Transcribe every entry precisely, omitting nothing.

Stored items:
- Opening Delimiter -

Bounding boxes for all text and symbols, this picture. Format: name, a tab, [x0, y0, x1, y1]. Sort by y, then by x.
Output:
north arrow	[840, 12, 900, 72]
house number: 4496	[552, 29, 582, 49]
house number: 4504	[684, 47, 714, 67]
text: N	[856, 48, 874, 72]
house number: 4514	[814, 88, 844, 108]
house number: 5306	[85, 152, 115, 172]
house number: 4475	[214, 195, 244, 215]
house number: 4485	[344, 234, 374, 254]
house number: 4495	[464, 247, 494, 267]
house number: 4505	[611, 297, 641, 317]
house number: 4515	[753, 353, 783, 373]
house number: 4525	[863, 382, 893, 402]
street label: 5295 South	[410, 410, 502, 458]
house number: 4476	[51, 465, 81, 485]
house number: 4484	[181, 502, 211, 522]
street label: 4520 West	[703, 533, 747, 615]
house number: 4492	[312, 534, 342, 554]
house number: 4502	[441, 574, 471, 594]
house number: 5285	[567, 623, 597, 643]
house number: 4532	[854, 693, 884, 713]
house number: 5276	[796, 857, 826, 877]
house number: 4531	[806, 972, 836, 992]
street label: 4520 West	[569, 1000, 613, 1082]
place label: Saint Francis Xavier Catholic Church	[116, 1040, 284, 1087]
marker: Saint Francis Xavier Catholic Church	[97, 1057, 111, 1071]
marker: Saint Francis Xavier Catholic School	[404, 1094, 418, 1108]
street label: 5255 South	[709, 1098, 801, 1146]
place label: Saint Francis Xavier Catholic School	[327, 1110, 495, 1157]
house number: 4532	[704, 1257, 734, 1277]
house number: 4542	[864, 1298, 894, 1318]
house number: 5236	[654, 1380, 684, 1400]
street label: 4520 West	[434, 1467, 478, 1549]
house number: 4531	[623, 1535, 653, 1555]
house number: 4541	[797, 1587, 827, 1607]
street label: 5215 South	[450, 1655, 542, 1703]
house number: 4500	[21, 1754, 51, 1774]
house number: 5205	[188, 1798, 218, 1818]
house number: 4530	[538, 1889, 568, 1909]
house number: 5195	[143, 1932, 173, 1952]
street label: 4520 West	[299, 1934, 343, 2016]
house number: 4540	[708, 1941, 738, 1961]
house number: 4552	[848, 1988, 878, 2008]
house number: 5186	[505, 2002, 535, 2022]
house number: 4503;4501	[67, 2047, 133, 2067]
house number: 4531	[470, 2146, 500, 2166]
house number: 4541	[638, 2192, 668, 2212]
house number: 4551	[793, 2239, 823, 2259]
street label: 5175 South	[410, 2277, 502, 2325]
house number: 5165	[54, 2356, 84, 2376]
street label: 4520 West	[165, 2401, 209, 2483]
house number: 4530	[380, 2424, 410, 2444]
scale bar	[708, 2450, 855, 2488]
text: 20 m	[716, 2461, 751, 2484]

- Closing Delimiter -

◆ **ANSWER SECTION**:
Bounding boxes for all text and symbols, this picture. Format: name, a tab, [x0, y0, x1, y1]. Sort by y, then by x.
Output:
north arrow	[840, 12, 900, 72]
house number: 4496	[552, 29, 582, 49]
house number: 4504	[684, 47, 714, 67]
text: N	[856, 48, 874, 72]
house number: 4514	[814, 88, 844, 108]
house number: 5306	[85, 152, 115, 172]
house number: 4475	[214, 195, 244, 215]
house number: 4485	[344, 234, 374, 254]
house number: 4495	[464, 247, 494, 267]
house number: 4505	[611, 297, 641, 317]
house number: 4515	[753, 353, 783, 373]
house number: 4525	[863, 382, 893, 402]
street label: 5295 South	[410, 410, 502, 458]
house number: 4476	[51, 465, 81, 485]
house number: 4484	[181, 502, 211, 522]
street label: 4520 West	[703, 533, 747, 615]
house number: 4492	[312, 534, 342, 554]
house number: 4502	[441, 574, 471, 594]
house number: 5285	[567, 623, 597, 643]
house number: 4532	[854, 693, 884, 713]
house number: 5276	[796, 857, 826, 877]
house number: 4531	[806, 972, 836, 992]
street label: 4520 West	[569, 1000, 613, 1082]
place label: Saint Francis Xavier Catholic Church	[116, 1040, 284, 1087]
marker: Saint Francis Xavier Catholic Church	[97, 1057, 111, 1071]
marker: Saint Francis Xavier Catholic School	[404, 1094, 418, 1108]
street label: 5255 South	[709, 1098, 801, 1146]
place label: Saint Francis Xavier Catholic School	[327, 1110, 495, 1157]
house number: 4532	[704, 1257, 734, 1277]
house number: 4542	[864, 1298, 894, 1318]
house number: 5236	[654, 1380, 684, 1400]
street label: 4520 West	[434, 1467, 478, 1549]
house number: 4531	[623, 1535, 653, 1555]
house number: 4541	[797, 1587, 827, 1607]
street label: 5215 South	[450, 1655, 542, 1703]
house number: 4500	[21, 1754, 51, 1774]
house number: 5205	[188, 1798, 218, 1818]
house number: 4530	[538, 1889, 568, 1909]
house number: 5195	[143, 1932, 173, 1952]
street label: 4520 West	[299, 1934, 343, 2016]
house number: 4540	[708, 1941, 738, 1961]
house number: 4552	[848, 1988, 878, 2008]
house number: 5186	[505, 2002, 535, 2022]
house number: 4503;4501	[67, 2047, 133, 2067]
house number: 4531	[470, 2146, 500, 2166]
house number: 4541	[638, 2192, 668, 2212]
house number: 4551	[793, 2239, 823, 2259]
street label: 5175 South	[410, 2277, 502, 2325]
house number: 5165	[54, 2356, 84, 2376]
street label: 4520 West	[165, 2401, 209, 2483]
house number: 4530	[380, 2424, 410, 2444]
scale bar	[708, 2450, 855, 2488]
text: 20 m	[716, 2461, 751, 2484]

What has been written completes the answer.